» WHAT IS NEEDED
Copy out each line from the material where the word "object" is found.

---------- TASK DATA

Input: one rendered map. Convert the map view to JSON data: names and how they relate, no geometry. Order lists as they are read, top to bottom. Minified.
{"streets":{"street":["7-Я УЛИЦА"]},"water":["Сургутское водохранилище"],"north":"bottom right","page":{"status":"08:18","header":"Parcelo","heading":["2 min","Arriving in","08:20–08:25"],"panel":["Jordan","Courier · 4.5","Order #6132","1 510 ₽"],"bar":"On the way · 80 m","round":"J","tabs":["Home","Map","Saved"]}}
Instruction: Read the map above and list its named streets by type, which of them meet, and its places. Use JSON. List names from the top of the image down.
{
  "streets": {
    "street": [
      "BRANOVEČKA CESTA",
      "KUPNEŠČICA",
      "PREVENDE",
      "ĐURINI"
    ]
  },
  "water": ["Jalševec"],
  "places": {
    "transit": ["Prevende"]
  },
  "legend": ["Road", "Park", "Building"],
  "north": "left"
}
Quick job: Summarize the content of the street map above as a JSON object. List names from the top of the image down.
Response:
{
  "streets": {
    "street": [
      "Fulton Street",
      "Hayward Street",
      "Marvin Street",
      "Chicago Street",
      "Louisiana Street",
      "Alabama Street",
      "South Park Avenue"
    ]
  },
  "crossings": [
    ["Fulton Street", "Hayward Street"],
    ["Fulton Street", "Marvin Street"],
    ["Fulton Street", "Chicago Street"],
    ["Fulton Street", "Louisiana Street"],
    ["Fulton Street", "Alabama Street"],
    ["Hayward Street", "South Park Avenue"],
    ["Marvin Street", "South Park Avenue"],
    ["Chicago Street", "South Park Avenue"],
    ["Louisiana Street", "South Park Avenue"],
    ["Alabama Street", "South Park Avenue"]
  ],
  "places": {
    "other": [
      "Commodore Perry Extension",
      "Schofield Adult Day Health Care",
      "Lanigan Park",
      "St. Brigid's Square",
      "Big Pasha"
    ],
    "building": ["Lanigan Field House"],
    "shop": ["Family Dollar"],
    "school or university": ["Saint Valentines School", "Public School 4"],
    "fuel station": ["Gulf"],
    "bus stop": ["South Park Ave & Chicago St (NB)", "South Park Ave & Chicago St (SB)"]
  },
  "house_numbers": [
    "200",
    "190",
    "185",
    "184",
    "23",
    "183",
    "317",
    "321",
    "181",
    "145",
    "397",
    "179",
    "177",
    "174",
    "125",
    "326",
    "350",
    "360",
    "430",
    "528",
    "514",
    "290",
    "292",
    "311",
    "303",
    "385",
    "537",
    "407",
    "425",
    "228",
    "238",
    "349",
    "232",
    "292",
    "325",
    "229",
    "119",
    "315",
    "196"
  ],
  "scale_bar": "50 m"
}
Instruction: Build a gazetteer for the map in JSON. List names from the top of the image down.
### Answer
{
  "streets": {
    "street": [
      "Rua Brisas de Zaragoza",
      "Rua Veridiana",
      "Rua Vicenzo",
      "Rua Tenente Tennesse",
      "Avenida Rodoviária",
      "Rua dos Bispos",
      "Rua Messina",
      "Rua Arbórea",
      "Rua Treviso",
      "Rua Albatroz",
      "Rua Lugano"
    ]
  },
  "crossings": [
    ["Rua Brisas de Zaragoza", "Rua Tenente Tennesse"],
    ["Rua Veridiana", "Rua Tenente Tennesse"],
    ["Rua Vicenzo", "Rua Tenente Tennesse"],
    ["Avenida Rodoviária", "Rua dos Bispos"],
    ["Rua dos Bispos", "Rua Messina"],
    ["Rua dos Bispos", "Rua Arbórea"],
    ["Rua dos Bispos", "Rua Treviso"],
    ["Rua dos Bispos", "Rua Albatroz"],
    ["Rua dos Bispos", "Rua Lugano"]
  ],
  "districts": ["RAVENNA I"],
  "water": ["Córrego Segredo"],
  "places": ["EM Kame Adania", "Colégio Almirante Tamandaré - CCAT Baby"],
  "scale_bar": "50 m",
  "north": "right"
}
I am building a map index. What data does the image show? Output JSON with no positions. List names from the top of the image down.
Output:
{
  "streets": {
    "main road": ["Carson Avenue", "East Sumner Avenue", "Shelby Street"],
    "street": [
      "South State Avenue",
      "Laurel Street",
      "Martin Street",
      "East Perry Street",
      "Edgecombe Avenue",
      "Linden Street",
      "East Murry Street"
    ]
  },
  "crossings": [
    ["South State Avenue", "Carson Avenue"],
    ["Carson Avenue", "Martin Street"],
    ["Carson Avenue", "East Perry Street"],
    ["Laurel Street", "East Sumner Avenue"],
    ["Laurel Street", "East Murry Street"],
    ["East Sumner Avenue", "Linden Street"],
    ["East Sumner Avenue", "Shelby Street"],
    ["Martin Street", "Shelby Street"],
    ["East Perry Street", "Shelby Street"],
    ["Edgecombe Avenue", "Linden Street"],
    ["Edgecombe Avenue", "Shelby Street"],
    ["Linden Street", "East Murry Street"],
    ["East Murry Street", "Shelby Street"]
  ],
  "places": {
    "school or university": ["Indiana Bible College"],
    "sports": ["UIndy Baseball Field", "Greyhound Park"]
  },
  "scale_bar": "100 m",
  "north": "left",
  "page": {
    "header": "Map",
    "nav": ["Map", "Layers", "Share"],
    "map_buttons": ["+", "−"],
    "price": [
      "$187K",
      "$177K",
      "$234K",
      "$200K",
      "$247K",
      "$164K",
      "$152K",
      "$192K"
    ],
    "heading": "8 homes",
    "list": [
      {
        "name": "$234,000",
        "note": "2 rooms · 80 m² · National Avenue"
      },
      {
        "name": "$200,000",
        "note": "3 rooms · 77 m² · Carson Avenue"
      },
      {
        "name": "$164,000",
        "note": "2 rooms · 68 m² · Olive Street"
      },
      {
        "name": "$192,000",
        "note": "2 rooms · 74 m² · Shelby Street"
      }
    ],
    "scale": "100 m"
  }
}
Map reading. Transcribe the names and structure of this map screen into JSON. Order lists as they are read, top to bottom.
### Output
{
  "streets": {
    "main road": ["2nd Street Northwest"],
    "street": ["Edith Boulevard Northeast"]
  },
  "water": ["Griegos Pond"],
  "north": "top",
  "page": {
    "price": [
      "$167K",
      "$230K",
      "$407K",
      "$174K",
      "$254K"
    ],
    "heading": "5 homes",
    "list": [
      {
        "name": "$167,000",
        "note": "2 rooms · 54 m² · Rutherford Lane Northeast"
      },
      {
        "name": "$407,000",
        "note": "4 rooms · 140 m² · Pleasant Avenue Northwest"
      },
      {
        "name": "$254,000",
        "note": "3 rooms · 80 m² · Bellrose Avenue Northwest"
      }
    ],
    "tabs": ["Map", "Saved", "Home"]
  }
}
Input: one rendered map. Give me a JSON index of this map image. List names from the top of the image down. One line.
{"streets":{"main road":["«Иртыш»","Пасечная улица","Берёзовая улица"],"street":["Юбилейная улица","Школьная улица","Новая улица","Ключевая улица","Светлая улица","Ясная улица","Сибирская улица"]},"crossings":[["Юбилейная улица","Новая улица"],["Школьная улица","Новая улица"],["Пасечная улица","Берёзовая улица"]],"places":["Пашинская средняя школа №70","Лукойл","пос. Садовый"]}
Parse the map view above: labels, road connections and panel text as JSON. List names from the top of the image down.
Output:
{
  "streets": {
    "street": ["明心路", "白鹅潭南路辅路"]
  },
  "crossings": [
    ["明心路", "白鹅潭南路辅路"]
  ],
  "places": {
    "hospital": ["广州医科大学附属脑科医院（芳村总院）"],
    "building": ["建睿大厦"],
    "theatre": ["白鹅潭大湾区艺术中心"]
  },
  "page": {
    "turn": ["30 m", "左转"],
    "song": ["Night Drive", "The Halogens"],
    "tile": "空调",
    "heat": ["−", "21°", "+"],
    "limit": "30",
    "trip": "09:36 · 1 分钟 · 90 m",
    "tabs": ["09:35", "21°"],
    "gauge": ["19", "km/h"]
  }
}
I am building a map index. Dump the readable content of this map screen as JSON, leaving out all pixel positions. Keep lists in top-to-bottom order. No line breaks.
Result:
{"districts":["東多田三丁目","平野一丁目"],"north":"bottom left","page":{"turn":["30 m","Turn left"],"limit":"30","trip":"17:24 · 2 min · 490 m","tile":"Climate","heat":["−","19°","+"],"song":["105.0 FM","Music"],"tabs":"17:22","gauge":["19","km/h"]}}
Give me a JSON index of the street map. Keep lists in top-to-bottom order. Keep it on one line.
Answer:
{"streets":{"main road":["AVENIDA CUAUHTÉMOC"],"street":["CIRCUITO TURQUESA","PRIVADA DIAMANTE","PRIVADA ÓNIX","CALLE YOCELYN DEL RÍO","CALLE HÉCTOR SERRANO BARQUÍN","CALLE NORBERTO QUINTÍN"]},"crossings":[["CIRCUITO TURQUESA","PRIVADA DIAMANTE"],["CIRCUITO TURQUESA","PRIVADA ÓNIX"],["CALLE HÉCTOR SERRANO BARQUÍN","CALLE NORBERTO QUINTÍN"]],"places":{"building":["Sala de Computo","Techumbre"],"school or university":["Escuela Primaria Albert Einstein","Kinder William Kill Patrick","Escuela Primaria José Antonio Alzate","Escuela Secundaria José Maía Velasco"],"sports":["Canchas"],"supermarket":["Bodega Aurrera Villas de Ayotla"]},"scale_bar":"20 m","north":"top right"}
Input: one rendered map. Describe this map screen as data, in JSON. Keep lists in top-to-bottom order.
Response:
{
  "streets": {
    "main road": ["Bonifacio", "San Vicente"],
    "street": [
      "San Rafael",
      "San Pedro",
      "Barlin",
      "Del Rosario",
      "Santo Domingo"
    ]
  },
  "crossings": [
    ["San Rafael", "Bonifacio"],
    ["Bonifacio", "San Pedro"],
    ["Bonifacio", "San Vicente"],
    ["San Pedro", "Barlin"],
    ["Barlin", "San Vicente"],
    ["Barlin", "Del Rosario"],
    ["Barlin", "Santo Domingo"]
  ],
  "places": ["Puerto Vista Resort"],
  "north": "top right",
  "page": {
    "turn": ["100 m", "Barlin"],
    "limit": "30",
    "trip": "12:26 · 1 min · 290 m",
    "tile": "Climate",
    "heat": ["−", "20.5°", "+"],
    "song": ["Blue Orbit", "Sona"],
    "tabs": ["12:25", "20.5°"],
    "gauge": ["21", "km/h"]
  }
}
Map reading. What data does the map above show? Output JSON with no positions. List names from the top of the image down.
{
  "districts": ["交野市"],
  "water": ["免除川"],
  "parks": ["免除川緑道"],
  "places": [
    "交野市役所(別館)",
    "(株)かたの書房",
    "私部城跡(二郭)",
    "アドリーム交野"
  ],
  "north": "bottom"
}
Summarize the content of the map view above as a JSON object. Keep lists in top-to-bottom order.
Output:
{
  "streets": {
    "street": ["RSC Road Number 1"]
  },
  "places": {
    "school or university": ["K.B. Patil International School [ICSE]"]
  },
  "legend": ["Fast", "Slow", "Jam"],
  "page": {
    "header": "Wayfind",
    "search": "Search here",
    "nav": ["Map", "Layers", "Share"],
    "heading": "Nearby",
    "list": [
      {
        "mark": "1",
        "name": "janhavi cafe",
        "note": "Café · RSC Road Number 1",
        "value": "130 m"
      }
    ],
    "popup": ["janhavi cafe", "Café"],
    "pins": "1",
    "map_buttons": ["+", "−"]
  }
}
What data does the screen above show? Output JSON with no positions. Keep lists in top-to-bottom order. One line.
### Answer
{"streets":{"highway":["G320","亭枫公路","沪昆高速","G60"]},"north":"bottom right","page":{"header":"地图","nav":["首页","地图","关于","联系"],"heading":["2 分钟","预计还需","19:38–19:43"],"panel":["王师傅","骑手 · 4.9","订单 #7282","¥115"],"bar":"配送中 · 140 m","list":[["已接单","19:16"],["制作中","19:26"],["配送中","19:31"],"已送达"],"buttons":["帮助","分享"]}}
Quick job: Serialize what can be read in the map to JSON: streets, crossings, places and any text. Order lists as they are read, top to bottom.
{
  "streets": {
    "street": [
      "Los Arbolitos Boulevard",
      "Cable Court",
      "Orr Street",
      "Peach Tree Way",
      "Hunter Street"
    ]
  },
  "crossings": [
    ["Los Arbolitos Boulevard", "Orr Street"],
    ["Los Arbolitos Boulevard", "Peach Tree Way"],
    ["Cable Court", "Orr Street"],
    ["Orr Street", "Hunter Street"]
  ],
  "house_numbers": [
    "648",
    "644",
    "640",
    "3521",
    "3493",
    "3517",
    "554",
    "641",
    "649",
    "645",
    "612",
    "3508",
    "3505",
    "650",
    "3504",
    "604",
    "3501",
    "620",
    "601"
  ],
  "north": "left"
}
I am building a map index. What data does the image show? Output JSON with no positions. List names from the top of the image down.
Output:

--------------------

» WRITTEN ANSWER
Quick job: Summarize the content of the street map above as a JSON object. List names from the top of the image down.
Summarize the content of the map view above as a JSON object. Keep lists in top-to-bottom order.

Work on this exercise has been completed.